Fan Clutch

Mike L

NAXJA Forum User
Location
Anaheim, CA
I tried searching and saw there is no real way to check the fan clutch. My car tends to run warm at idle but will go back down in temp. This makes me think the fan clutch is bad. It doesn't spin freely when it is hot and I check it but seems to not be as tight as a new one. Although I am not real sure since it has been about 2-3 years since I replaced it.

On occasion my rig runs hot going up steep inclines as well. The radiator is a GDI 3 core that I put in less than a year ago. I also replaced all the hoses at the time I installed it.

Any ideas? Has anyone welded the fan clutch so it is locked all the time? If so, are there any complications? I would think it would pull more air all the time since it will spin all the time with the belt. Thanks.

-Mike
 
The fan clutch is supposed to slip when it gets hot, but will tend to slip at any temperature when it fails. Here's the "quick and dirty" check:

1) Run your engine up to operating temperature.
2) Turn OFF your engine. Put the keys IN YOUR POCKET (Sorry, but when you've worked on vehicles with your kids, you tend to get a little paranoid...)
3) Grab a blade on the belt-driven fan and turn it. There should be significant resistance - if there isn't, your fan clutch is probably shot.
4) Replace as required.

I've heard of drilling it out to take a bolt - but I'd want to do at least two (dynamic balance) if I was doing it for any length of time. I'm also working on plans for a "fan clutch eliminator" which will be solid steel and use OEM parts on both ends - that one's a matter of time.

I've not heard of anyone welding a fan clutch, and I'm inclined to think it won't work (from what I remember, the casing is aluminum and the hub is steel - won't weld together well.) I've been tempted to try brazing it (which will work nicely with dissimilar metals,) but the opportunity has not presented itself.

5-90
 
5-90 said:
The fan clutch is supposed to slip when it gets hot, but will tend to slip at any temperature when it fails.

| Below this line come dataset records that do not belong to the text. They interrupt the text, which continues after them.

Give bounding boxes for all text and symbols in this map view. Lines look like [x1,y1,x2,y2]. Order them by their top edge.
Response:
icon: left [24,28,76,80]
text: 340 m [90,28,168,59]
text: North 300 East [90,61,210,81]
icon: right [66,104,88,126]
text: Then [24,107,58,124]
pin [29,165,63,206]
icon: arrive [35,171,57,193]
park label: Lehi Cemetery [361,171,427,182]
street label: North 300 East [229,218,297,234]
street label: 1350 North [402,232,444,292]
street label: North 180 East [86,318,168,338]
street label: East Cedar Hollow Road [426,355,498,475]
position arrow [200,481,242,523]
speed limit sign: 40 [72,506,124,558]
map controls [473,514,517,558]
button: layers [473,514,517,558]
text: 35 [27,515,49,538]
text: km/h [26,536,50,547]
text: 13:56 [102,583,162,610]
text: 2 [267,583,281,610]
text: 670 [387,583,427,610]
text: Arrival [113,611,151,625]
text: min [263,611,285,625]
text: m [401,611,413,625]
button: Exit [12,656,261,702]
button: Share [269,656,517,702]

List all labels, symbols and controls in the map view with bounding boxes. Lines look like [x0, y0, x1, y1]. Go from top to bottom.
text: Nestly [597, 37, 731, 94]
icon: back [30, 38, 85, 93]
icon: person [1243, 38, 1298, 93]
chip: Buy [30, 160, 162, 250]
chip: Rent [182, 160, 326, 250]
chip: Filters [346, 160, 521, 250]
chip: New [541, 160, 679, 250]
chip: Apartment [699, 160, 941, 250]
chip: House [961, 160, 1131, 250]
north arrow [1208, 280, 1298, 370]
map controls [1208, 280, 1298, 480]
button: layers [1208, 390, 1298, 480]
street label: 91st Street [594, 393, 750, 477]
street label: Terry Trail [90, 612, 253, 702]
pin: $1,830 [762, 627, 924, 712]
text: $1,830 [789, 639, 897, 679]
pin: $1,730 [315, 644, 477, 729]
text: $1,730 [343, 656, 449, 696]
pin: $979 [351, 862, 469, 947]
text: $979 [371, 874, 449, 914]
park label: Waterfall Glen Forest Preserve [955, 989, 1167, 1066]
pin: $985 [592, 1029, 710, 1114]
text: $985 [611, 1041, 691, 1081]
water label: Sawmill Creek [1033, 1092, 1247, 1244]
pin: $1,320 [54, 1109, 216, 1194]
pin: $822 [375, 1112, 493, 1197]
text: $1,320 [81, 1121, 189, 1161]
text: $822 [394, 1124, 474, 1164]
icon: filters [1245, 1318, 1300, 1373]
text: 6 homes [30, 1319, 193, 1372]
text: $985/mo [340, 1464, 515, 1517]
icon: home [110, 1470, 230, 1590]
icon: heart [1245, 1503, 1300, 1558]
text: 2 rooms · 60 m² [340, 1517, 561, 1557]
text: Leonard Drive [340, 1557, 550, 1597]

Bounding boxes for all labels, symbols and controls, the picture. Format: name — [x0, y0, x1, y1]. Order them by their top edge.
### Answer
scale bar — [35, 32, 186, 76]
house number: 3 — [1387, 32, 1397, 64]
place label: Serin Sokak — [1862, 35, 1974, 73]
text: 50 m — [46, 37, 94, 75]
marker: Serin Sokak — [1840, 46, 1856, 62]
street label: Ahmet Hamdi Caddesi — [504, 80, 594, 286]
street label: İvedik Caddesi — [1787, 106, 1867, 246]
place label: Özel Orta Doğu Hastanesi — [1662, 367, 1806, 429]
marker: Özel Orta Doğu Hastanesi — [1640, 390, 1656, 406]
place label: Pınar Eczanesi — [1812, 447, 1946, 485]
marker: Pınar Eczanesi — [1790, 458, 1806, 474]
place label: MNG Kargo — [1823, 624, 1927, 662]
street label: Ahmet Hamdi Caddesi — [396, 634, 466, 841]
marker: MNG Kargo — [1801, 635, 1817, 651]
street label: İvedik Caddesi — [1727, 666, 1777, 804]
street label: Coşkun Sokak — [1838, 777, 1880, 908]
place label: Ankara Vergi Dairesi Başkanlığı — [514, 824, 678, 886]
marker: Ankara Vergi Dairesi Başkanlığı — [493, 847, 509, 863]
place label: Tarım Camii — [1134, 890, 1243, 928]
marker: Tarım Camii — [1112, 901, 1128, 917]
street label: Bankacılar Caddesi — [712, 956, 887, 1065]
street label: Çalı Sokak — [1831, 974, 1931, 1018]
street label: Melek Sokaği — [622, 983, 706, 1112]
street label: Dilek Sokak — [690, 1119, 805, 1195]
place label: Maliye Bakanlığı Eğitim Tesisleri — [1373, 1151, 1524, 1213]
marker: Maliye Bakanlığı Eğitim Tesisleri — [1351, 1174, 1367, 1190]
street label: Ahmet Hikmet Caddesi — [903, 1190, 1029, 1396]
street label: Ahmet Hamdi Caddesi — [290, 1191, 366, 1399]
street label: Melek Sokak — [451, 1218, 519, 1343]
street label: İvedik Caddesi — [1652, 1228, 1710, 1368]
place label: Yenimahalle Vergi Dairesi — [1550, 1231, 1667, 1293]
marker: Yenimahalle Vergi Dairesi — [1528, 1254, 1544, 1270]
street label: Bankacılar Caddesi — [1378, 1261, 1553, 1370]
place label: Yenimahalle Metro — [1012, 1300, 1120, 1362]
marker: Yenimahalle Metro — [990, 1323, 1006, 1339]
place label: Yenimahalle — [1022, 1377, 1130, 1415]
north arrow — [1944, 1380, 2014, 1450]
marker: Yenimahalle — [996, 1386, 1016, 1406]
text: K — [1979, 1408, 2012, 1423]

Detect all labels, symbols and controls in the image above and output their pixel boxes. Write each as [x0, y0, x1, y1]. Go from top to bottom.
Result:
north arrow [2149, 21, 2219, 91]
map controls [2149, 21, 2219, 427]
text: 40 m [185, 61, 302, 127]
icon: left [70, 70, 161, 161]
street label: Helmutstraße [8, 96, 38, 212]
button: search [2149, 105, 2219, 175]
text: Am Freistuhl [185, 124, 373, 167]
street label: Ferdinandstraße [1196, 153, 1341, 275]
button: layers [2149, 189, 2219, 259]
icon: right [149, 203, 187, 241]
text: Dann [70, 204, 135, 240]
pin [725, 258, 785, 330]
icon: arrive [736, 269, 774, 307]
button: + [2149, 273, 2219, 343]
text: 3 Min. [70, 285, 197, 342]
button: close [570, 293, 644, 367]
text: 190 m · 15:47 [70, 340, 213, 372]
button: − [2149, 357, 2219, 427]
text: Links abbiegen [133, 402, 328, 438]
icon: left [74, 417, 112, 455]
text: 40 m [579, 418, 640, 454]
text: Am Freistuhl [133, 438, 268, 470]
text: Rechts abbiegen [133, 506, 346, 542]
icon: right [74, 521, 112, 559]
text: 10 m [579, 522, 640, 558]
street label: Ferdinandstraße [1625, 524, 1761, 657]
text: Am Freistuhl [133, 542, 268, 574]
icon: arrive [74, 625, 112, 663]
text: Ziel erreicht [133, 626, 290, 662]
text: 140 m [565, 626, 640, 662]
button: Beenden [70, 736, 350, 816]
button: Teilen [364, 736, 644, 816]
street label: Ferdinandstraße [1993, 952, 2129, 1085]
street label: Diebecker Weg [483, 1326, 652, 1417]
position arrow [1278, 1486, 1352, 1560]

Here's the "quick and dirty" check:

1) Run your engine up to operating temperature.
2) Turn OFF your engine. Put the keys IN YOUR POCKET (Sorry, but when you've worked on vehicles with your kids, you tend to get a little paranoid...)
3) Grab a blade on the belt-driven fan and turn it. There should be significant resistance - if there isn't, your fan clutch is probably shot.
4) Replace as required.

I've heard of drilling it out to take a bolt - but I'd want to do at least two (dynamic balance) if I was doing it for any length of time. I'm also working on plans for a "fan clutch eliminator" which will be solid steel and use OEM parts on both ends - that one's a matter of time.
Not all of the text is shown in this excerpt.